LLM API Benchmark v2
API-Bench: A benchmark for agentic API integrations
Which LLMs can reliably build working integrations?
This is v2 of API-Bench. API-Bench evaluates how well language models can execute against APIs:
-
Which LLMs can reliably build working integrations into your tech stack?
-
Where do agents fail, and why?
AI agents are getting better at using tools. But "better" isn't the same as "reliable." API-Bench measures what really matters for production: can a model build working integrations into real-world APIs, end-to-end?
API-Bench evaluates agentic API execution: chaining requests, handling auth, following specs, paginating, transforming results, and recovering from errors across multi-step workflows. In short: Which models can actually work with your stack, where do agents fail, and why?

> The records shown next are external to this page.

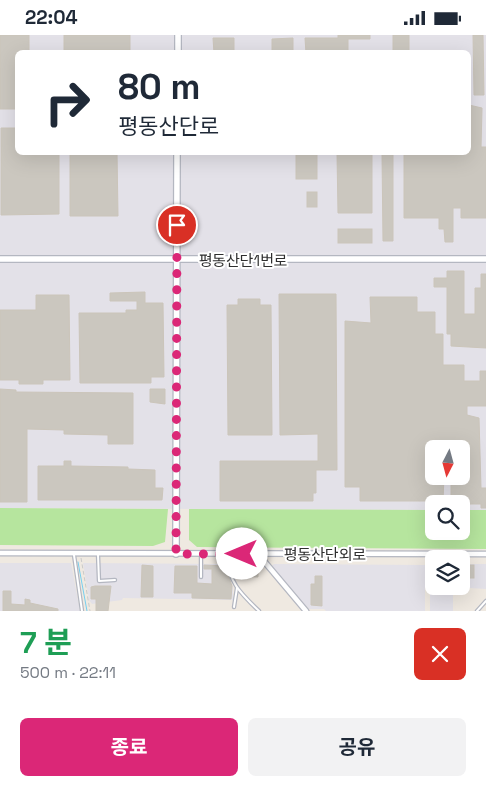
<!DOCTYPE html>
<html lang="ko">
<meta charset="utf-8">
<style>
:root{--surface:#fff;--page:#f2f2f3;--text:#1f2937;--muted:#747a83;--accent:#db2777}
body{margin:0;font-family:"Space Grotesk","Noto Sans KR",sans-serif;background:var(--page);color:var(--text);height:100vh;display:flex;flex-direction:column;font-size:19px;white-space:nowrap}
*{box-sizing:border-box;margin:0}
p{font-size:16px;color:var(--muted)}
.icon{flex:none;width:28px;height:28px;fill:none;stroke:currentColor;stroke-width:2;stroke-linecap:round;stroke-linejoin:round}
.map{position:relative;height:576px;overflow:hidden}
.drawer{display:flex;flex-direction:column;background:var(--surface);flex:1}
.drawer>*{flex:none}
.banner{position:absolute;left:15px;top:15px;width:456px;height:105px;border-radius:8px;box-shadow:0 5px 20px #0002;background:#fff;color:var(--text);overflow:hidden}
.needle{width:32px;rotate:186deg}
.tools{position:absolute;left:425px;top:405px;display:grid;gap:10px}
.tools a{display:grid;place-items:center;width:45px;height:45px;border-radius:8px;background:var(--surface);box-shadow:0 5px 20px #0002;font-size:25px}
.pin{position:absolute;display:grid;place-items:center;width:42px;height:42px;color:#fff;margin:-21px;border:2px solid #fff;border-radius:50%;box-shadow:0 1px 5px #0007}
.me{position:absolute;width:55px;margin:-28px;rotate:270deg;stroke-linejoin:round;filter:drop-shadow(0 0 4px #0008)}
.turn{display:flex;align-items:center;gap:18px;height:105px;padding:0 20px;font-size:22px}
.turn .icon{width:65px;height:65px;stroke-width:2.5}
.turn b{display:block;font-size:35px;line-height:42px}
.round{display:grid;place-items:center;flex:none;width:52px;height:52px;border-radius:8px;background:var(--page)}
.summary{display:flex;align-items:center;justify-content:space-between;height:85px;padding:0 20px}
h1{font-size:30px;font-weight:700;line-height:38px;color:#1e9e55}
.primary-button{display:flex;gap:10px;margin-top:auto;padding:10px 20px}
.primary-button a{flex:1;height:58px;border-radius:8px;background:var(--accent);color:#fff;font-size:20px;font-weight:700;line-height:58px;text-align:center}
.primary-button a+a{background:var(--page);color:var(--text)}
.status{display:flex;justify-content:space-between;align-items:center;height:35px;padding:0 25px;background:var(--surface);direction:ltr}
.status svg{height:14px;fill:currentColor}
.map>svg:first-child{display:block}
</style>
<div class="status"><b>22:04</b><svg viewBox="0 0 49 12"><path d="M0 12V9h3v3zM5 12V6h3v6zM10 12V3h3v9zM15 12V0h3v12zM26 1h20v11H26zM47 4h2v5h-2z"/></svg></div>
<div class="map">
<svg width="486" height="576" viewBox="0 0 486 576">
<rect width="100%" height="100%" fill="#efe9e1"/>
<!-- industrial -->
<g fill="#e3e1e8" fill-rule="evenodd">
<path d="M0,0H486V475H461V469H434V475L0,473ZM18,18H469V118H18ZM434,414H461V441H434Z"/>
<path d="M0,528H71L80,576H0Z"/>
<path d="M83,528L223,529L233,553V565L123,563L122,565L92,569L89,565Z"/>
<path d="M274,529L425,530V576H326L324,574H309L271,532Z"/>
<path d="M430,529H434V551H461V529H486V554L453,552V576H430Z"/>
</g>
<!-- green -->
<g fill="#b6e59e">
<path d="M0,473L168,474L165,507L153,511L0,510Z"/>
<path d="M189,474L434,475V496H461V475H486V514L197,512L189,505Z"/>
</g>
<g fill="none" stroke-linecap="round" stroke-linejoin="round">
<!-- stream -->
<path stroke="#75cff0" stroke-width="1" d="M78,527L87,576"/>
</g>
<!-- building -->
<g fill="#cbc7bf" stroke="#cbc5ba">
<path d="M0,0H29V18H18V74H0Z"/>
<rect x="64" y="0" width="66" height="15"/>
<path d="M338,0H370V4H348V18H306L305,3H338Z"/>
<rect x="393" y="0" width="16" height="18"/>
<path d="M473,0H483L484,60H474Z"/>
<path d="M213,3H234V18H214Z"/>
<path d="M293,3V18H272V4Z"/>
<path d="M469,70L482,73L481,112H486V183H461V173H453V207H445L444,194H439V183H404V118H469Z"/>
<path d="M1,93H18V118H59V179L1,180Z"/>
<path d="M70,118H117L118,181H70Z"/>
<rect x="296" y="118" width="21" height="26"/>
<path d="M337,118H372V178H338Z"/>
<path d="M382,118H393V206H383Z"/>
<rect x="307" y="157" width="10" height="15"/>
<rect x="338" y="194" width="34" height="14"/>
<path d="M447,236H464V279H475V253H481V239H486V313L451,311V299H447V252H434V243H447Z"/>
<path d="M145,257V268H163L164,342H151V348H80L79,278H126V275H137V266H110V258Z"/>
<path d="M279,259H336L337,435H316V458H313V466H220V426H318V399L280,400Z"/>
<path d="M36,260H69L70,345H43V349H19V345H0V275H36Z"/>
<path d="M370,262H417V277H435V299H443V330H464V346H480V336H486V371H467V380L479,383L481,453H486V473H481V469H451V441H461V414H434V441H444L443,466H360V452H345V286L371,288Z"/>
<path d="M238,264H260V270H271L272,400H228L227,270H238Z"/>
<path d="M0,354L16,355V357L133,358V409H108V400L64,399V395L27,394V467H0Z"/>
<path d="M150,354H165V369L150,367Z"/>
<path d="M64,426H71V431L128,432V434L155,435V453H163L162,465H38V431H64Z"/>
<path d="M142,530L153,531V562H141Z"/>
<path d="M204,530L225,531L232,551L231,564L192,563V558H174L175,531H197V548L212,549V534H204Z"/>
<path d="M258,530V542L234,541L231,531Z"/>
<rect x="461" y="530" width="13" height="13"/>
<path d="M315,541H322V571L311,570V549H315Z"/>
<path d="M95,551H111L108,576H96V564H91V552Z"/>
<path d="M3,556H11V569L25,570V564L30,565V568L58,574V576H3Z"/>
</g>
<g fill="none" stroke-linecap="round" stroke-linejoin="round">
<defs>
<g id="service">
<path d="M201,519V542"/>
<path d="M226,519C229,547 239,557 259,576"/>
<path d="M74,520L82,576"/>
<path d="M98,520L99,546L115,545"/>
<path d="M234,572L237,553"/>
<path d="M477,576L486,566"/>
</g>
<g id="minor">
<path d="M0,518L486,519"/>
<path d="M258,519L306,576"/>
</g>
<g id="tertiary">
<path d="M178,18V0"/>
<path d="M0,224H486"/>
<path d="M176,519L177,118"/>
</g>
</defs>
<!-- service casing -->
<use href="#service" stroke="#b4b7c1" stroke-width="4.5"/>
<!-- minor casing -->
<use href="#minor" stroke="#b4b7c1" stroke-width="7"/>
<!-- tertiary casing -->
<use href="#tertiary" stroke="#b4b7c1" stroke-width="8"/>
<!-- path -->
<path stroke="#c9c9c9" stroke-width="1" stroke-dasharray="4 2.5" stroke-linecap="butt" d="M81,523L90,576"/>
<!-- service -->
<use href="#service" stroke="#fff" stroke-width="2"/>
<!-- minor -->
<use href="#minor" stroke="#fff" stroke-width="4.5"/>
<!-- tertiary -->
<use href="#tertiary" stroke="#fff" stroke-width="5.5"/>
</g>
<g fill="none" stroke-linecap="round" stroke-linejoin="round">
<!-- route -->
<path stroke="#db2777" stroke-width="9" stroke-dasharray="0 16.2" d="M177,190L176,519H242"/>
</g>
<g text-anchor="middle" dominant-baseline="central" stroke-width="4" stroke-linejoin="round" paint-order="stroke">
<!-- street labels -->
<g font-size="15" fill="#2e2e2e" stroke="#fff">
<text x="243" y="225">평동산단1번로</text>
<text x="325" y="519">평동산단외로</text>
</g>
</g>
</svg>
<div class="tools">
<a><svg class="needle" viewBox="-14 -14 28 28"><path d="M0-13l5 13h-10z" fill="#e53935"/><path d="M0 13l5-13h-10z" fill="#747a83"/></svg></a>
<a><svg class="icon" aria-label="search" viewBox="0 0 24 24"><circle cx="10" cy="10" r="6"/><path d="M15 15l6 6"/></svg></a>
<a><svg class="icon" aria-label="layers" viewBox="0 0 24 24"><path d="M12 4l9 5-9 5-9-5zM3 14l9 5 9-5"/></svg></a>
</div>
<div class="pin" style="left:177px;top:190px;background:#d93025"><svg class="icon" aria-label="arrive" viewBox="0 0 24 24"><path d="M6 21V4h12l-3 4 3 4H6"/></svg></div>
<svg class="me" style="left:242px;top:519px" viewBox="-20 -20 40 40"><circle r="19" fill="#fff"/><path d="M0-13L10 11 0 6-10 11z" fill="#db2777"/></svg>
<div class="banner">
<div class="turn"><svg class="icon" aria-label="right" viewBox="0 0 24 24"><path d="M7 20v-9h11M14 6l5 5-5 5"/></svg><div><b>80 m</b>평동산단로</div></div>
</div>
</div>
<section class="drawer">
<div class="summary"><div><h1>7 분</h1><p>500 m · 22:11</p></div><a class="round" style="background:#d93025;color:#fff"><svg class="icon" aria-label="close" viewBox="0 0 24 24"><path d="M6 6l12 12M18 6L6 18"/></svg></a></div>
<div class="primary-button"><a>종료</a><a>공유</a></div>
</section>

Best LLMs for Building Integrations
Average success rate across all tested API integration tasks:
| Rank | LLM | Success Rate | Successful Tasks |
|---|---|---|---|
| 1 | superglue [1] | 88% | 36/41 |
| 2 | Claude Sonnet 4.5 | 80% | 33/41 |
| 3 | GPT-5 | 63% | 26/41 |
| 4 | Claude Sonnet 4 | 63% | 26/41 |
| 5 | GPT-4.1 | 60% | 25/41 |
| 6 | Gemini 2.5 Pro | 58.5% | 24/41 |
| 7 | Gemini 2.5 Flash | 43% | 18/41 |
[1] superglue is an integration layer designed specifically for agent-API integrations, not a general-purpose LLM
What API-Bench Measures
TL;DR: We tested integration-building capabilities across 6 different LLMs.
-
API Spec adherence (correct paths, bodies and headers)
-
Auth handling (API keys, access tokens, legacy flows)
-
Pagination & batching (single/multi-cursor, page and offset based)
-
Cross-API workflows (fetch (System1) → enrich (System2) → upload(System 3))

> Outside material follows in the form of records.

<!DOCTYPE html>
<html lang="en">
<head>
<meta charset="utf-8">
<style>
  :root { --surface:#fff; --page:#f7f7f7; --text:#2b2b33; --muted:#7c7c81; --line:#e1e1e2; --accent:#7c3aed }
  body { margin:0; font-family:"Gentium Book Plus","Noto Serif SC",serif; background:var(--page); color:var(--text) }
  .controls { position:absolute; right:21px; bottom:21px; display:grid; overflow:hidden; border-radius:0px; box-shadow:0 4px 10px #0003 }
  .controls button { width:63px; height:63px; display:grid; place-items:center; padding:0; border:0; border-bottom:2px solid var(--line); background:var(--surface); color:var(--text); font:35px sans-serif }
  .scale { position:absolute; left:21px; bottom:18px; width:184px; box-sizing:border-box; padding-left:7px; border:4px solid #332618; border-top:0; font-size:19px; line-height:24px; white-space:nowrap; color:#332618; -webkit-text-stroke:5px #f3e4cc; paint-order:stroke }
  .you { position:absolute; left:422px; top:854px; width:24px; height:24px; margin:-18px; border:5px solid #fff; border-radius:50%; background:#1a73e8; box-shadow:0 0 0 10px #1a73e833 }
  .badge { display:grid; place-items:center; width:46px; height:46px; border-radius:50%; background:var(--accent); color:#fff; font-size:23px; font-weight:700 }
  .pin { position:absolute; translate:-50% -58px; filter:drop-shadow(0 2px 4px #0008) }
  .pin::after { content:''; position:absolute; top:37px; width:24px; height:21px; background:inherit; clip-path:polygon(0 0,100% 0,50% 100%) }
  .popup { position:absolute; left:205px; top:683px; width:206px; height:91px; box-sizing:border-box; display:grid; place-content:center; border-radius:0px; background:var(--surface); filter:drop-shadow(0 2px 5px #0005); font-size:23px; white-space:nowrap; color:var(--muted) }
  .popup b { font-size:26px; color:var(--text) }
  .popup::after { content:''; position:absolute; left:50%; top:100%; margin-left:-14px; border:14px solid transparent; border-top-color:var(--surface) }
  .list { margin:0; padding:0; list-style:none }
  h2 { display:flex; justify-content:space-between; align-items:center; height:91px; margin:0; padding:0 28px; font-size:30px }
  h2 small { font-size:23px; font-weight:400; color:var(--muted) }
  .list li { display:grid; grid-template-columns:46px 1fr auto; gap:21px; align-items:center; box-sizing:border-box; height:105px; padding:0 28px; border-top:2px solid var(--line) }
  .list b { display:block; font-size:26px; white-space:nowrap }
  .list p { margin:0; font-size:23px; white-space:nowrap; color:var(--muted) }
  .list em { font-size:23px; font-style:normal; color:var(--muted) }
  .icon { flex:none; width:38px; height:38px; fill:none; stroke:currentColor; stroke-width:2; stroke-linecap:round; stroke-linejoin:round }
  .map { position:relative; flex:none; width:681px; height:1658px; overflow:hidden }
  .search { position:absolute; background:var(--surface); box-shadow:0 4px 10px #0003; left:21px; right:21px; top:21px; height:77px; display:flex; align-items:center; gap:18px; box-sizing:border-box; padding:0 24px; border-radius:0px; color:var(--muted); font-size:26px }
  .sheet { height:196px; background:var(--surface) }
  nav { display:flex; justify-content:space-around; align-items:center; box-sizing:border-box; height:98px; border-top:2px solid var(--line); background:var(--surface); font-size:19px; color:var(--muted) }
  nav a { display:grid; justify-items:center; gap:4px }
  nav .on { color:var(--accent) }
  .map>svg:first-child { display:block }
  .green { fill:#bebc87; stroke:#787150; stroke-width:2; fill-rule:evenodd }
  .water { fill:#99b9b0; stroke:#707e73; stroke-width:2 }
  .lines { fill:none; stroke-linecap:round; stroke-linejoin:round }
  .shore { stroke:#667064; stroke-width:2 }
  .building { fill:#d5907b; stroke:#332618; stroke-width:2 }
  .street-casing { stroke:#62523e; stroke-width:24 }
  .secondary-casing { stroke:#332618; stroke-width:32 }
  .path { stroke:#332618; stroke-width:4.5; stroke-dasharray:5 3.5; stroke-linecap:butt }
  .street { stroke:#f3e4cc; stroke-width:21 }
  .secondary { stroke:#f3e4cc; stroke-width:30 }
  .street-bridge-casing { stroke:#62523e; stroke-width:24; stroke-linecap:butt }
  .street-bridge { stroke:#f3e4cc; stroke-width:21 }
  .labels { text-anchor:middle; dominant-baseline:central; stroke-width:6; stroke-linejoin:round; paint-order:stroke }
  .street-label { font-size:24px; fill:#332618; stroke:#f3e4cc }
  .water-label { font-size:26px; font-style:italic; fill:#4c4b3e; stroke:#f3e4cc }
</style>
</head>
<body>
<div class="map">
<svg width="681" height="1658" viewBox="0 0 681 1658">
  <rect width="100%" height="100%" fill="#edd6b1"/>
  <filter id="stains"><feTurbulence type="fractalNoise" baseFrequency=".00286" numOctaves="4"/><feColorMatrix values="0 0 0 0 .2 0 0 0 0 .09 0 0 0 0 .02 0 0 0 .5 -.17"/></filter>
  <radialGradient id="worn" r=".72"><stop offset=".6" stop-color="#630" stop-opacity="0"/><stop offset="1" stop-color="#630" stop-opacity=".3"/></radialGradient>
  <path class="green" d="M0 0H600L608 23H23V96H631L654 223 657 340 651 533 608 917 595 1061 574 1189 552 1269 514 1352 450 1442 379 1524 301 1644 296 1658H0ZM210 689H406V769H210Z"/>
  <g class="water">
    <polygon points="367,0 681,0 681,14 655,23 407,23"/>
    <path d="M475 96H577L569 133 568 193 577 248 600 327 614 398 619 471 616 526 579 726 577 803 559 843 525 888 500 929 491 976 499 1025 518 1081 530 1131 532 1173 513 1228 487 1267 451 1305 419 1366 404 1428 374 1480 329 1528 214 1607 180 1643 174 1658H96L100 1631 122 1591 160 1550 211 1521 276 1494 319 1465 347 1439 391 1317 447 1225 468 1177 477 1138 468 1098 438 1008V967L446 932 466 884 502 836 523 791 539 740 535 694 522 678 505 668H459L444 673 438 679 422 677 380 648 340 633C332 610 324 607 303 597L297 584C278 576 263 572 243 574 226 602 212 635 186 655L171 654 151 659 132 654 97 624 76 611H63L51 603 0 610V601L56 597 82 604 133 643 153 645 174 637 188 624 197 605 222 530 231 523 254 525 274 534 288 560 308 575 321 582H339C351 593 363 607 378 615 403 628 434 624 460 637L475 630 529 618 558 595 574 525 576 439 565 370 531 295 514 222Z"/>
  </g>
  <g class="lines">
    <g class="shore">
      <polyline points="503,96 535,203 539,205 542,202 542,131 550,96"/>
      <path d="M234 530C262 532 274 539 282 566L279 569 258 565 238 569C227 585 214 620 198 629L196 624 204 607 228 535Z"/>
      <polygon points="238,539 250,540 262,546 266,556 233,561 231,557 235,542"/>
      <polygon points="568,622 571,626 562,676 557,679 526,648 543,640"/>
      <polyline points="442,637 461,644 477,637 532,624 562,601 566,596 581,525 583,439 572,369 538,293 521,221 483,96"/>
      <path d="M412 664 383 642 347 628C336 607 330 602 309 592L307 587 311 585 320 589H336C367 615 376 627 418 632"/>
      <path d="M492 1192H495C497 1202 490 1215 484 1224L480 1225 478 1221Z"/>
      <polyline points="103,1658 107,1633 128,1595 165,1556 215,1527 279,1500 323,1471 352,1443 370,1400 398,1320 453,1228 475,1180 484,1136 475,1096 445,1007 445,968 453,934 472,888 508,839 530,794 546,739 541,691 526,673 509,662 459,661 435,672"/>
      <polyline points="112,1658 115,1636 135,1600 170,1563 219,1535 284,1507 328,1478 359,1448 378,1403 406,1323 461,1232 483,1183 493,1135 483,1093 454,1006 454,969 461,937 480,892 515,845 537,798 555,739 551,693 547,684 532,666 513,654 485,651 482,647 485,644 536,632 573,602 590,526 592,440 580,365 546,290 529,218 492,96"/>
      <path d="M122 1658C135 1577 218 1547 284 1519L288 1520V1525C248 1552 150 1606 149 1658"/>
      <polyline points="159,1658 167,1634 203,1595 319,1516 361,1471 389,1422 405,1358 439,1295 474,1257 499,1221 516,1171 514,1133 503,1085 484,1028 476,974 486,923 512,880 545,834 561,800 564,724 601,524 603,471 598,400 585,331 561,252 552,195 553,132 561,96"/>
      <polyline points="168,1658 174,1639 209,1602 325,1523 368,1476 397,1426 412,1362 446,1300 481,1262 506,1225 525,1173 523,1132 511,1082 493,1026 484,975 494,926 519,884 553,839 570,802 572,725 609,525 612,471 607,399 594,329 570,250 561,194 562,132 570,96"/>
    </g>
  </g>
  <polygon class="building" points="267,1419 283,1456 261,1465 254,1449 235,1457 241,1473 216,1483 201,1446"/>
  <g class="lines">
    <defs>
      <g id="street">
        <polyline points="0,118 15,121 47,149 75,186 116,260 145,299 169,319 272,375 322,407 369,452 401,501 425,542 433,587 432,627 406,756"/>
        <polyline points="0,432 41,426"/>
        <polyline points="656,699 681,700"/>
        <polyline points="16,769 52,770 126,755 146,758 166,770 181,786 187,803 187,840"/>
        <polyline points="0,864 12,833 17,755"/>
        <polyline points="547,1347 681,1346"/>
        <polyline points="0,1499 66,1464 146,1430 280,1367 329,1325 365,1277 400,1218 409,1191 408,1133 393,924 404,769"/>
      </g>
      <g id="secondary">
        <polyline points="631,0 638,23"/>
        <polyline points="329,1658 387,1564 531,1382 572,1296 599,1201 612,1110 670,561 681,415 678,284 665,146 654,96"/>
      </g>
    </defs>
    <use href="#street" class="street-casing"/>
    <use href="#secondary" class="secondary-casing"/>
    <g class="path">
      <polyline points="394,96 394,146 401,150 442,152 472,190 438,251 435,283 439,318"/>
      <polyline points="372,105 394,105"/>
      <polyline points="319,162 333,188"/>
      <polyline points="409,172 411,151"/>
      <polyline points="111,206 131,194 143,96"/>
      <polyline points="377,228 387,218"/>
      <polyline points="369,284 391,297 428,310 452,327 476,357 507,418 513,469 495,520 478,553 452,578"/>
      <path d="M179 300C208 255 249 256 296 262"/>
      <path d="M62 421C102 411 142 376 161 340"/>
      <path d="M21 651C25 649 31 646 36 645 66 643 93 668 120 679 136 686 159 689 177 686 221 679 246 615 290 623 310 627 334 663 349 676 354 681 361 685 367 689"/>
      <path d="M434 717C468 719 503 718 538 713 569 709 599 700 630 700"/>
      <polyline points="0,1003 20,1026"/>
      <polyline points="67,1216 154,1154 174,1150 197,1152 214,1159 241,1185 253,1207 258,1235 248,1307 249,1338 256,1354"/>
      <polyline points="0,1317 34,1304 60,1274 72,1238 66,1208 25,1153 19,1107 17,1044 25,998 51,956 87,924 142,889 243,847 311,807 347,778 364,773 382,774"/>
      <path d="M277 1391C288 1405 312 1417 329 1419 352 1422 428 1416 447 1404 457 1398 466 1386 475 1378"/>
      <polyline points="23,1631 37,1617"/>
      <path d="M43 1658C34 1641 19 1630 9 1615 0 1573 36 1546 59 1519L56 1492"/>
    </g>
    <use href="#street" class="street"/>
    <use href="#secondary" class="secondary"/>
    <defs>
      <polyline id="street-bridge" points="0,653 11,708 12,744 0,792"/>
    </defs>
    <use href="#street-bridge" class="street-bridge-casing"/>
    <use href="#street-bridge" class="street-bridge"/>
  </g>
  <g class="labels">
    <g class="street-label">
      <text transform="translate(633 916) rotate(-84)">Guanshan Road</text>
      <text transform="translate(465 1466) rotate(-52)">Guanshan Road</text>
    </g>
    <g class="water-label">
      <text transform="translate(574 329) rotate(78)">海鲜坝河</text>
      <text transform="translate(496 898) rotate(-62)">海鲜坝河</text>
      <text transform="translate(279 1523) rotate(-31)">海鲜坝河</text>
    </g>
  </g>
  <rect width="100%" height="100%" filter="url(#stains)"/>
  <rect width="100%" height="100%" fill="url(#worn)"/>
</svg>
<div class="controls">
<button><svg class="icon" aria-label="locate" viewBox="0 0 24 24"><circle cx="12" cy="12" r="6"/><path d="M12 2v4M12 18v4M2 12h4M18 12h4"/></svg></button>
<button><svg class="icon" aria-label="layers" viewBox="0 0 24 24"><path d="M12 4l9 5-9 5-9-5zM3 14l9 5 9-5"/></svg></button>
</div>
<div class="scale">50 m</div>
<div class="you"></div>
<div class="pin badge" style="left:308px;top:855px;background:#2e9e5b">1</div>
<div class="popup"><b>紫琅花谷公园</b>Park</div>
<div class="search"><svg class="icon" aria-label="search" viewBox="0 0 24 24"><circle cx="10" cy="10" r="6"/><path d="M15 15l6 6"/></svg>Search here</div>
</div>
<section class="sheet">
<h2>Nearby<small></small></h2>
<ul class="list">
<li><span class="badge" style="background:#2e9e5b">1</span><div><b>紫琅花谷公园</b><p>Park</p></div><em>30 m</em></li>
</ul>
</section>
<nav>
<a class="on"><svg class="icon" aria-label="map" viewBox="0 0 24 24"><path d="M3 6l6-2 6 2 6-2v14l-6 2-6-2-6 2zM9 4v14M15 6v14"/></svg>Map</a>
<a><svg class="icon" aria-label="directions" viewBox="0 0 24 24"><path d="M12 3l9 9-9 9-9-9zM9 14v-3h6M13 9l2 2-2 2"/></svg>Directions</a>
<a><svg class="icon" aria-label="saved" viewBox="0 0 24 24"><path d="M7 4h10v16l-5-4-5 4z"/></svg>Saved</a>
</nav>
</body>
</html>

Task examples (no endpoints or credentials given):
Execution protocol. LLMs were prompted to output javascript code in <<CODE>> xml tags that we extracted and executed. Each model had 3 attempts. For superglue, we used sdk.buildWorkflow with the given instruction and the integration credentials as input; superglue processes docs and applies self-healing loops that LLMs do not make. All validators and harness prompts were identical across conditions. The full evaluation is open-source for reproducibility. Check out the benchmark implementation on GitHub to run your own tests or contribute new APIs.
Note: superglue is an integration layer designed specifically for agent-API integrations, not a general-purpose LLM. We included it to show the performance gap between specialized agent systems and general language models.
Key Findings
LLMs are bad at writing working integration code. Here's why:
1. Trained on outdated documentation
For instance, in tasks requiring OpenAI's newer Responses API with file inputs, most LLMs attempted legacy multi-part uploads instead of passing the new input_file content object. This is a particularly frustrating failure mode because it looks "reasonable" in code but doesn't run.
2. Missing training data for niche and long-tail systems
For industry-specific or lesser-known systems (e.g., legacy systems or startups with solid but sparsely discussed APIs), LLMs guessed endpoints, misread pagination styles, or confused core entities (e.g., "workspace" vs. "user" in CRMs like Attio). Without examples in training data, LLMs hallucinate.
3. Can't debug autonomously
LLMs failed to generate working multi-step flows, even if individual steps are "easy" (Download HTML → convert via Jinja API to Markdown → analyze with OpenAI). LLMs struggled to understand failures and failed to auto-correct or debug follow-on steps; superglue's stepwise planning and self-healing isolated and repaired errors correctly.
4. Don't handle Auth reliably
While modern services with API keys or bot tokens were fine, LLMs massively struggled with legacy and edge cases (e.g., OAuth1 or multi-stephandshakes), because they can't persist and reason over intermediate auth state.
5. APIs were built for humans, not agents
When API design is informal or inconsistent, LLMs invent plausible but wrong parameters (API expects Query Parameter, but LLM adds parameters to the request body) or path shapes. superglue retrieves the exact OpenAPI spec for an endpoint while it builds a tool and thereby knows what query parameter to pass.
Why This Matters
If your roadmap depends on agents wiring systems together, documentation coverage and error-recovery matter more than reasoning capabilities. API-Bench shows that:
-
Specialization beats generality for integration reliability (self-healing, doc retrieval, spec anchoring).
-
Agentic execution scaffolding (step isolation, retries) is as important as model choice.
-
Niche systems remain the decisive gap for general LLMs.